Zilber, David. “Fermenting Culture. An Interview with David Zilber” Interview with Emmanuel Vaughan-Lee, Emergence Magazine. Podcast audio, October 7, 2019. https://emergencemagazine.org/interview/fermenting-culture/
David Zilber is the former director of the fermentation lab at Noma, in Copenhagen, Denmark. In this incredible interview with Emmy nominated filmmaker and composer, Emmanuel Vaughan-Lee, the pair discuss the parallels between food and culture. Zilber remarks that ‘“Culture” and ‘culture’ mean two different things to a biologist and an anthropologist, but in fermentation, they overlap completely.’ The fermentation lab planted its roots in the Nordic tradition of preservation, such as capers and saltfisk, which is dried and salted cod. Throughout the interview, Zilber comments on the parallel developments between fermentation and agriculture as a deeply embedded cultural and historical relationship: one that informs how people relate to both place and culture more broadly.
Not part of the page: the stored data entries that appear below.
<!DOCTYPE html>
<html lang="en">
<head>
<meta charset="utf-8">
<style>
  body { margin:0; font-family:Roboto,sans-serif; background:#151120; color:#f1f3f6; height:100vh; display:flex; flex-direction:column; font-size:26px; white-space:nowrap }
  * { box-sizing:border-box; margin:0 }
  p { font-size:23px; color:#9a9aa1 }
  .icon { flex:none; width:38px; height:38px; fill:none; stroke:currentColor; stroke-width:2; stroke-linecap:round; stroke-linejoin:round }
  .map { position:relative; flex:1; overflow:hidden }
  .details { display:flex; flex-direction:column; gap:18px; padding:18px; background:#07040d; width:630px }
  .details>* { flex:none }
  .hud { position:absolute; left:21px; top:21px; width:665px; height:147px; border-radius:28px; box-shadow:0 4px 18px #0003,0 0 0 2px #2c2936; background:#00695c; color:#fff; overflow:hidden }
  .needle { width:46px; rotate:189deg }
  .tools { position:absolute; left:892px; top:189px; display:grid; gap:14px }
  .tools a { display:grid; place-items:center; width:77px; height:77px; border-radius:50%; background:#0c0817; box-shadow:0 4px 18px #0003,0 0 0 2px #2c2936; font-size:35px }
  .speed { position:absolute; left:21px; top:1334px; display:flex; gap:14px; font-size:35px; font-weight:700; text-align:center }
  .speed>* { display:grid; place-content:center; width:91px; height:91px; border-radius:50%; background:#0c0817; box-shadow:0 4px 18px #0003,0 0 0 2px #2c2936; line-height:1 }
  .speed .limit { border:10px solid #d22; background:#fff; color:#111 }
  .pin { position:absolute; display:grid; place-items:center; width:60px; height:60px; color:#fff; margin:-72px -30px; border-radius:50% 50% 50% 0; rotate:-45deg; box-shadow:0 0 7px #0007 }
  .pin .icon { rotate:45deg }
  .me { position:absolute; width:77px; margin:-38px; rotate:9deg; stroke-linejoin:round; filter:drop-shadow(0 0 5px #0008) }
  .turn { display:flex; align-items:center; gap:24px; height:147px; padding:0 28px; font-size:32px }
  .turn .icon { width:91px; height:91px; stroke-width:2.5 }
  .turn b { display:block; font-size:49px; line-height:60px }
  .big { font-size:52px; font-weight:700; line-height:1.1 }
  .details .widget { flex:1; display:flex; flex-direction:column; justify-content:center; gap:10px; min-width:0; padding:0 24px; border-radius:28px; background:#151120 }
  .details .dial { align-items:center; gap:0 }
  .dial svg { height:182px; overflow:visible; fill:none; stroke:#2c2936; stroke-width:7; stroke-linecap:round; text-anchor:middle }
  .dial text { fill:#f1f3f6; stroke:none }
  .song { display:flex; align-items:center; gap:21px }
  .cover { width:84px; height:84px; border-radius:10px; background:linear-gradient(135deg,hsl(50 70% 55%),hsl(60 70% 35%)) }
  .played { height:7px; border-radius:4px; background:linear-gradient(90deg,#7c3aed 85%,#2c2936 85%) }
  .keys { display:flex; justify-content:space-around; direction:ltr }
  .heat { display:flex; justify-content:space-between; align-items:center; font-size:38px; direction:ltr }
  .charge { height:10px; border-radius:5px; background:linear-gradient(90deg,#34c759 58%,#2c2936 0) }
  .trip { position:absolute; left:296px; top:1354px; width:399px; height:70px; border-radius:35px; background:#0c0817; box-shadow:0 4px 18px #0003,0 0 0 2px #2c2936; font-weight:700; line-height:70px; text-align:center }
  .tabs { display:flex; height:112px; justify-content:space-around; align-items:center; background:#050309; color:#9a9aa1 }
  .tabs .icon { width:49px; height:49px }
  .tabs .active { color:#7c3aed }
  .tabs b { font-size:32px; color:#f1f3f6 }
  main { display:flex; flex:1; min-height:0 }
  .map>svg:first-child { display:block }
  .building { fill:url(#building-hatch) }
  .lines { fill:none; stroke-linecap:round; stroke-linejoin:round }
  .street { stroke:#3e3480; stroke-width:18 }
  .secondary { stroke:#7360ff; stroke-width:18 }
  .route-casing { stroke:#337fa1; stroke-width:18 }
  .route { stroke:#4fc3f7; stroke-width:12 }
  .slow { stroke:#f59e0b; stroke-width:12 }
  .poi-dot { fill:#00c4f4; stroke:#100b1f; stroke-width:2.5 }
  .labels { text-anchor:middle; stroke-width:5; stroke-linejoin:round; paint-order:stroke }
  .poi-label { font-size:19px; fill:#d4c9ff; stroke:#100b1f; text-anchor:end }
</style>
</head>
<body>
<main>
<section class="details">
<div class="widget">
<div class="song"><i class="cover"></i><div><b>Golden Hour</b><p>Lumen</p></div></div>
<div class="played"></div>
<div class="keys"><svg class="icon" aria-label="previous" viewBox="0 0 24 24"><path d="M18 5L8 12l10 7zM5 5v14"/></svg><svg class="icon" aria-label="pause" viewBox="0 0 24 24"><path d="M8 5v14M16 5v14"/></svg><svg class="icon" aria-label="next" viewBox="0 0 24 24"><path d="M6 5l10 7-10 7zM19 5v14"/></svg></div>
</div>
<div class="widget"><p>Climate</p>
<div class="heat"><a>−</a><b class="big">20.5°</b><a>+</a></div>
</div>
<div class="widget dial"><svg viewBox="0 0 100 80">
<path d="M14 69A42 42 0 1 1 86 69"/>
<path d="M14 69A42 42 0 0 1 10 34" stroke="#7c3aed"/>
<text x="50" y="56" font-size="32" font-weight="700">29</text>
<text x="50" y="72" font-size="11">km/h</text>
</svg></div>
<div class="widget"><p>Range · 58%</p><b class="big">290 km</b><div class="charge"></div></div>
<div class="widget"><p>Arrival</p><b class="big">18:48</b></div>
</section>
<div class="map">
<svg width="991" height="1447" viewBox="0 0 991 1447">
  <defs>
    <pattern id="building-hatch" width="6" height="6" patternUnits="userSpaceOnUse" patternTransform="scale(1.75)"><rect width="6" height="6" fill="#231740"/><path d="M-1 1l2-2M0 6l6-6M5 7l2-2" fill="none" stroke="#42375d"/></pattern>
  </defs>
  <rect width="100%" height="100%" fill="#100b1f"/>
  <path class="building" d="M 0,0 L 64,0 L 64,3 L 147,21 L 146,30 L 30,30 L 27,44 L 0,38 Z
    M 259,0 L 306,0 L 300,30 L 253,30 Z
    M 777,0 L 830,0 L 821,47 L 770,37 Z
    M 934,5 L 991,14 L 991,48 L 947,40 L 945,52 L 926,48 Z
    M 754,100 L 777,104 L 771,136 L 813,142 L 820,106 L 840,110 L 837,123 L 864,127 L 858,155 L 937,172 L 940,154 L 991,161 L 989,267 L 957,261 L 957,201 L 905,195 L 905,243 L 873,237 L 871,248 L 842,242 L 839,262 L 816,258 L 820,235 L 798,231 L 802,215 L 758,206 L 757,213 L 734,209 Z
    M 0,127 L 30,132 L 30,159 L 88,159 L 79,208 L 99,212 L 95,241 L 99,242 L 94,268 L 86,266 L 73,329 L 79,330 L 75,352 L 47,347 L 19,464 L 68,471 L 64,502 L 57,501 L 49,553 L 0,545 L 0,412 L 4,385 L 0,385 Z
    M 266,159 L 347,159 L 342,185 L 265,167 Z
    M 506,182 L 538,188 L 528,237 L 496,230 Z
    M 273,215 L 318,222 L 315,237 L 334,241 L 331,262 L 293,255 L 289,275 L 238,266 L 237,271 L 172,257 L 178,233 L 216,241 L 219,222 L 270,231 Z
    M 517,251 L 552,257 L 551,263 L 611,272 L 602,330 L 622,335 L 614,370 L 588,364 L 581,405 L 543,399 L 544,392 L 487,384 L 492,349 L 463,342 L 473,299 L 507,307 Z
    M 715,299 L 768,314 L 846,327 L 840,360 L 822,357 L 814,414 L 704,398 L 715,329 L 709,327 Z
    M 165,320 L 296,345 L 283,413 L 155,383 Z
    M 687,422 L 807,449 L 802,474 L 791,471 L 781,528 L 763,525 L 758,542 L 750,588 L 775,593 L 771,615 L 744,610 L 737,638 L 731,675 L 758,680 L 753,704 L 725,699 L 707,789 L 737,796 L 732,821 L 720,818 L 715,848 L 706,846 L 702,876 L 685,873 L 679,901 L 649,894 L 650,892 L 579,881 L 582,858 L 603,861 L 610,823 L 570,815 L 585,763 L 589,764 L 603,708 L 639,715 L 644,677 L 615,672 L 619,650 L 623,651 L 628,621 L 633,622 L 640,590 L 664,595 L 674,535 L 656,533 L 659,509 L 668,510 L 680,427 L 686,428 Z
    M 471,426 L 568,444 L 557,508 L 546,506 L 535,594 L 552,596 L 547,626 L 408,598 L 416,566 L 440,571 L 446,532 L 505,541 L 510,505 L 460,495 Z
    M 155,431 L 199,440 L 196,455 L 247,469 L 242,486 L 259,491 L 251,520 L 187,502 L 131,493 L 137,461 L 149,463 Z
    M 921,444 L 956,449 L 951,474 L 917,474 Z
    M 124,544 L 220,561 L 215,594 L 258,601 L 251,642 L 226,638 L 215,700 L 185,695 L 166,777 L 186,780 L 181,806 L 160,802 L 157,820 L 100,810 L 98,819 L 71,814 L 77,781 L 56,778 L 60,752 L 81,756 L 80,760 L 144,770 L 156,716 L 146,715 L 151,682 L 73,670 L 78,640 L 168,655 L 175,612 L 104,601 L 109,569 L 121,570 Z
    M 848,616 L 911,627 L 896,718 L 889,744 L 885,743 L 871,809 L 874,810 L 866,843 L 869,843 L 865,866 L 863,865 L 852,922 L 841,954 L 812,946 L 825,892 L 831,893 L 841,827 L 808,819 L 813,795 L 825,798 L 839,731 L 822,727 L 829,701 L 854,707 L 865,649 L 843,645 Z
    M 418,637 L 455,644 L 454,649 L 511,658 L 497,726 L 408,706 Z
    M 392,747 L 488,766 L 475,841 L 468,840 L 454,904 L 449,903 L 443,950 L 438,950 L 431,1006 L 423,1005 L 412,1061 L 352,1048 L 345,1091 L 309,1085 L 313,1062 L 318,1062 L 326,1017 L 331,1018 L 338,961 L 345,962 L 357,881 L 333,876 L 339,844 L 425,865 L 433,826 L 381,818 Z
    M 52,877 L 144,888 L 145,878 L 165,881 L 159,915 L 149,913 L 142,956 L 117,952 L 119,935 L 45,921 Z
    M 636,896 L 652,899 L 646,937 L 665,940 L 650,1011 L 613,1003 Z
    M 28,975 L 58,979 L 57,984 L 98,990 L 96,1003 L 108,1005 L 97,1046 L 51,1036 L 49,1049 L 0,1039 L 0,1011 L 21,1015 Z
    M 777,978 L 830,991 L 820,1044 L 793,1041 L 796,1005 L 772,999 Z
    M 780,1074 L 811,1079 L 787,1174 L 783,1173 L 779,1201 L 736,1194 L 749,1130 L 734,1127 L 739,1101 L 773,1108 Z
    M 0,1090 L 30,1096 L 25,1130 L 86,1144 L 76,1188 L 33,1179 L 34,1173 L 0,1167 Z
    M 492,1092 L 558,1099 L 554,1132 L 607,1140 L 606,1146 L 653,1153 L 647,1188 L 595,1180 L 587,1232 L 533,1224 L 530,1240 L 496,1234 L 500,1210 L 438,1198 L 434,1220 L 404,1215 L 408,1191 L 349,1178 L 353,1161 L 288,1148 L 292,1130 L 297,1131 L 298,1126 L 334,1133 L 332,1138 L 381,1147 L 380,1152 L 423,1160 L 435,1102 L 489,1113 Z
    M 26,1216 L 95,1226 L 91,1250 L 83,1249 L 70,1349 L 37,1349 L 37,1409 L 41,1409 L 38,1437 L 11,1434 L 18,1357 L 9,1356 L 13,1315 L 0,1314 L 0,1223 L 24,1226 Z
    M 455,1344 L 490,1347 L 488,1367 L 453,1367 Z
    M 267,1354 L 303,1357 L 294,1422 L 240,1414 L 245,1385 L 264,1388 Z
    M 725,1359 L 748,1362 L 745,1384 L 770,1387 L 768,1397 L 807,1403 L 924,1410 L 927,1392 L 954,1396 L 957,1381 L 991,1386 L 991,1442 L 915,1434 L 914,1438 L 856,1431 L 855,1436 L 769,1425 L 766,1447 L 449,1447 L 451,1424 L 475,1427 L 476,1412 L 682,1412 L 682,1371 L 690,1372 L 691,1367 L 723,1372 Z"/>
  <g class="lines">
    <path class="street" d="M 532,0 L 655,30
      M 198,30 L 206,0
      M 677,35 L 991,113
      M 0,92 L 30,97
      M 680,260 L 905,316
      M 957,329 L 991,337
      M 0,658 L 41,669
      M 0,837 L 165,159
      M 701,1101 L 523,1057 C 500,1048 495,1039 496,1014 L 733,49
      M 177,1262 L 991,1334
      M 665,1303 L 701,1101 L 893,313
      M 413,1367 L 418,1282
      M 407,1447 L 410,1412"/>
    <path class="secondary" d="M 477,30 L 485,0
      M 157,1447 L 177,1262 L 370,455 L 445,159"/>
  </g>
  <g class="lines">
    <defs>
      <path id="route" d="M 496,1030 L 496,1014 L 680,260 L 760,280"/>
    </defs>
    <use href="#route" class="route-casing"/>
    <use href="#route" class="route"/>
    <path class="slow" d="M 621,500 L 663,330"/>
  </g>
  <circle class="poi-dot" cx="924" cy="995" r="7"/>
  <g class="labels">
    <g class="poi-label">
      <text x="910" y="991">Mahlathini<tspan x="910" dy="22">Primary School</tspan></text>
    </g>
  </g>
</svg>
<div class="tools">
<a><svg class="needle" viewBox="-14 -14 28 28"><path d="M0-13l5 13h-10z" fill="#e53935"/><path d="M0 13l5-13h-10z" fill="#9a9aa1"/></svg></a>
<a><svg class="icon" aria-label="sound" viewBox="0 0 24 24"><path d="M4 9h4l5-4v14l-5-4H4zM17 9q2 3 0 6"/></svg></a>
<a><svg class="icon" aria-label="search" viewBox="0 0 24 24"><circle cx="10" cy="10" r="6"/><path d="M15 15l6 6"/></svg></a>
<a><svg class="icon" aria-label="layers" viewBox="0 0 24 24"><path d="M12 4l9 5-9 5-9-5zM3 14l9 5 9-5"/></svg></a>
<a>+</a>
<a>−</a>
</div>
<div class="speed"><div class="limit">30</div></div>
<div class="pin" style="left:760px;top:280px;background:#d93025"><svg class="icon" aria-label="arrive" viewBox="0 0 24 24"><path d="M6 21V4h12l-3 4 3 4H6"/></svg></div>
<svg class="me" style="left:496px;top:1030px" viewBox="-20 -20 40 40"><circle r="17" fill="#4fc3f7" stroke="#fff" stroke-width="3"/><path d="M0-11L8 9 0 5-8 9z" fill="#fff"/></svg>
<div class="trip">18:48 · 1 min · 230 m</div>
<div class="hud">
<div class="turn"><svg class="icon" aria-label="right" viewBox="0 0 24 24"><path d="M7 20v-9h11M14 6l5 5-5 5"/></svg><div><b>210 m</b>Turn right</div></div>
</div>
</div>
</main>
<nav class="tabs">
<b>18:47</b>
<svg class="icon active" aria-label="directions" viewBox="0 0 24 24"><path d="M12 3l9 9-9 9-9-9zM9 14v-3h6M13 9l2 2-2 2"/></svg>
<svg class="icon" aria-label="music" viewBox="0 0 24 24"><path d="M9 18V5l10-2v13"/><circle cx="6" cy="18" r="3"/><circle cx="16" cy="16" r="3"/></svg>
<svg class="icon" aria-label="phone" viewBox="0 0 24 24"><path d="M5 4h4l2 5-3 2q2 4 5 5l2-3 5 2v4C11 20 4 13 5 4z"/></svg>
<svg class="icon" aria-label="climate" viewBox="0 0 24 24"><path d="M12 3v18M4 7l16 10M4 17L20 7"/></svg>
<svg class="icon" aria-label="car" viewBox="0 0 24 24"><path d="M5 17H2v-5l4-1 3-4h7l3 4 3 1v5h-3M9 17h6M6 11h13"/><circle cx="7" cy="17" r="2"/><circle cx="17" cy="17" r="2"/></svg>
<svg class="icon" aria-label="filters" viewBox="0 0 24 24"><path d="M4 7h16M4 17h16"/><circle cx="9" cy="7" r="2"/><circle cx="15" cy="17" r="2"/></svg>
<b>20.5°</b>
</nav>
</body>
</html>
iron.saint, “Food & Culture and Claude Levi-Strauss”, Sturm und Drang, July 26, 2012. https://fermentationculture.wordpress.com/2012/07/26/food-culture-and-claude-levi-strauss/
If interested in the historical associations between fermentation and culture, refer to the work of Claude Lévi-Strauss. He was a prolific French anthropologist and ethnologist working predominantly throughout the 20th century. In one of his seminal works, The Raw and the Cooked (1964), Lévi-Strauss characterises food as a lens through which to understand social history. He separates food into three primary forms: raw, cooked and rotted. As such, fermentation is situated within the rotted category. In this article, iron.saint manages to capture the essence of Lévi-Strauss’s model: ‘That it was the fermentation of natural substances into something transformative and slightly mind altering, that ushered in our human development of culture.’